What the task requires> All of the records below need to be returned exactly.
******************************
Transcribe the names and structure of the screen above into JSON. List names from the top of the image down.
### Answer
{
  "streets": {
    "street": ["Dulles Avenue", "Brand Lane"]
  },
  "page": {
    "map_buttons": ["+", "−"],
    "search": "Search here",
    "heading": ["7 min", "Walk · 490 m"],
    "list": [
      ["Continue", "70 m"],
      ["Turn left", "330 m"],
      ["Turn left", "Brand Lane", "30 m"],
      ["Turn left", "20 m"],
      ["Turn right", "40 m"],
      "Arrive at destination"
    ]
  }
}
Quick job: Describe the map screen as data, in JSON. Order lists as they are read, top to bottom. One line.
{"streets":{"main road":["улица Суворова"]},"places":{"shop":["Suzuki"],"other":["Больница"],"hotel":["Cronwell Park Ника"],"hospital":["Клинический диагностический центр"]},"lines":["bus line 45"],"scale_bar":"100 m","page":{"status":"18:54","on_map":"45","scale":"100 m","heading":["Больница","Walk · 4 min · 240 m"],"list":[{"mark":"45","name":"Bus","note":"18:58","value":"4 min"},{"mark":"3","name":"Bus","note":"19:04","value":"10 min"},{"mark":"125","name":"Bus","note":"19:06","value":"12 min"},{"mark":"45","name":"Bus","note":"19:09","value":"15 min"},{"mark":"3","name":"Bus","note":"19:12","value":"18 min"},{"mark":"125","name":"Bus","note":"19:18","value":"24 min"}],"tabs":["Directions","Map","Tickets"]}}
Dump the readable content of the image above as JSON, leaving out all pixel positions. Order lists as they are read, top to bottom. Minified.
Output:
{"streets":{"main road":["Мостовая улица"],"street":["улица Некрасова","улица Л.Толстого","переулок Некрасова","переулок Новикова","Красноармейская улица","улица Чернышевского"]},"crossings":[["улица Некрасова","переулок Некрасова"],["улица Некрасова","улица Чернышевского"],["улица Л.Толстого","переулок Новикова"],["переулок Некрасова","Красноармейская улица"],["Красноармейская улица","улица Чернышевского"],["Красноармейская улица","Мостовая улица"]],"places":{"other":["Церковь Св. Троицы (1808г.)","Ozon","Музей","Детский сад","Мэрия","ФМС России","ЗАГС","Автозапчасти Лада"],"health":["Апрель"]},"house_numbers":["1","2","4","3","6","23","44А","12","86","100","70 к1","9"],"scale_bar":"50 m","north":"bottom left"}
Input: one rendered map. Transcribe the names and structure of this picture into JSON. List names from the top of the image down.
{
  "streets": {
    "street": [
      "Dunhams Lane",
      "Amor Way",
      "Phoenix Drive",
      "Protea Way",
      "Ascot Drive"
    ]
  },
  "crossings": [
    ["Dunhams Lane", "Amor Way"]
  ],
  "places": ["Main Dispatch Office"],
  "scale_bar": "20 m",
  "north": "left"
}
******************************
Written response>
Transcribe the names and structure of the screen above into JSON. List names from the top of the image down.
### Answer
{
  "streets": {
    "street": ["Dulles Avenue", "Brand Lane"]
  },
  "page": {
    "map_buttons": ["+", "−"],
    "search": "Search here",
    "heading": ["7 min", "Walk · 490 m"],
    "list": [
      ["Continue", "70 m"],
      ["Turn left", "330 m"],
      ["Turn left", "Brand Lane", "30 m"],
      ["Turn left", "20 m"],
      ["Turn right", "40 m"],
      "Arrive at destination"
    ]
  }
}
Quick job: Describe the map screen as data, in JSON. Order lists as they are read, top to bottom. One line.
{"streets":{"main road":["улица Суворова"]},"places":{"shop":["Suzuki"],"other":["Больница"],"hotel":["Cronwell Park Ника"],"hospital":["Клинический диагностический центр"]},"lines":["bus line 45"],"scale_bar":"100 m","page":{"status":"18:54","on_map":"45","scale":"100 m","heading":["Больница","Walk · 4 min · 240 m"],"list":[{"mark":"45","name":"Bus","note":"18:58","value":"4 min"},{"mark":"3","name":"Bus","note":"19:04","value":"10 min"},{"mark":"125","name":"Bus","note":"19:06","value":"12 min"},{"mark":"45","name":"Bus","note":"19:09","value":"15 min"},{"mark":"3","name":"Bus","note":"19:12","value":"18 min"},{"mark":"125","name":"Bus","note":"19:18","value":"24 min"}],"tabs":["Directions","Map","Tickets"]}}
Dump the readable content of the image above as JSON, leaving out all pixel positions. Order lists as they are read, top to bottom. Minified.
Output:
{"streets":{"main road":["Мостовая улица"],"street":["улица Некрасова","улица Л.Толстого","переулок Некрасова","переулок Новикова","Красноармейская улица","улица Чернышевского"]},"crossings":[["улица Некрасова","переулок Некрасова"],["улица Некрасова","улица Чернышевского"],["улица Л.Толстого","переулок Новикова"],["переулок Некрасова","Красноармейская улица"],["Красноармейская улица","улица Чернышевского"],["Красноармейская улица","Мостовая улица"]],"places":{"other":["Церковь Св. Троицы (1808г.)","Ozon","Музей","Детский сад","Мэрия","ФМС России","ЗАГС","Автозапчасти Лада"],"health":["Апрель"]},"house_numbers":["1","2","4","3","6","23","44А","12","86","100","70 к1","9"],"scale_bar":"50 m","north":"bottom left"}
Input: one rendered map. Transcribe the names and structure of this picture into JSON. List names from the top of the image down.
{
  "streets": {
    "street": [
      "Dunhams Lane",
      "Amor Way",
      "Phoenix Drive",
      "Protea Way",
      "Ascot Drive"
    ]
  },
  "crossings": [
    ["Dunhams Lane", "Amor Way"]
  ],
  "places": ["Main Dispatch Office"],
  "scale_bar": "20 m",
  "north": "left"
}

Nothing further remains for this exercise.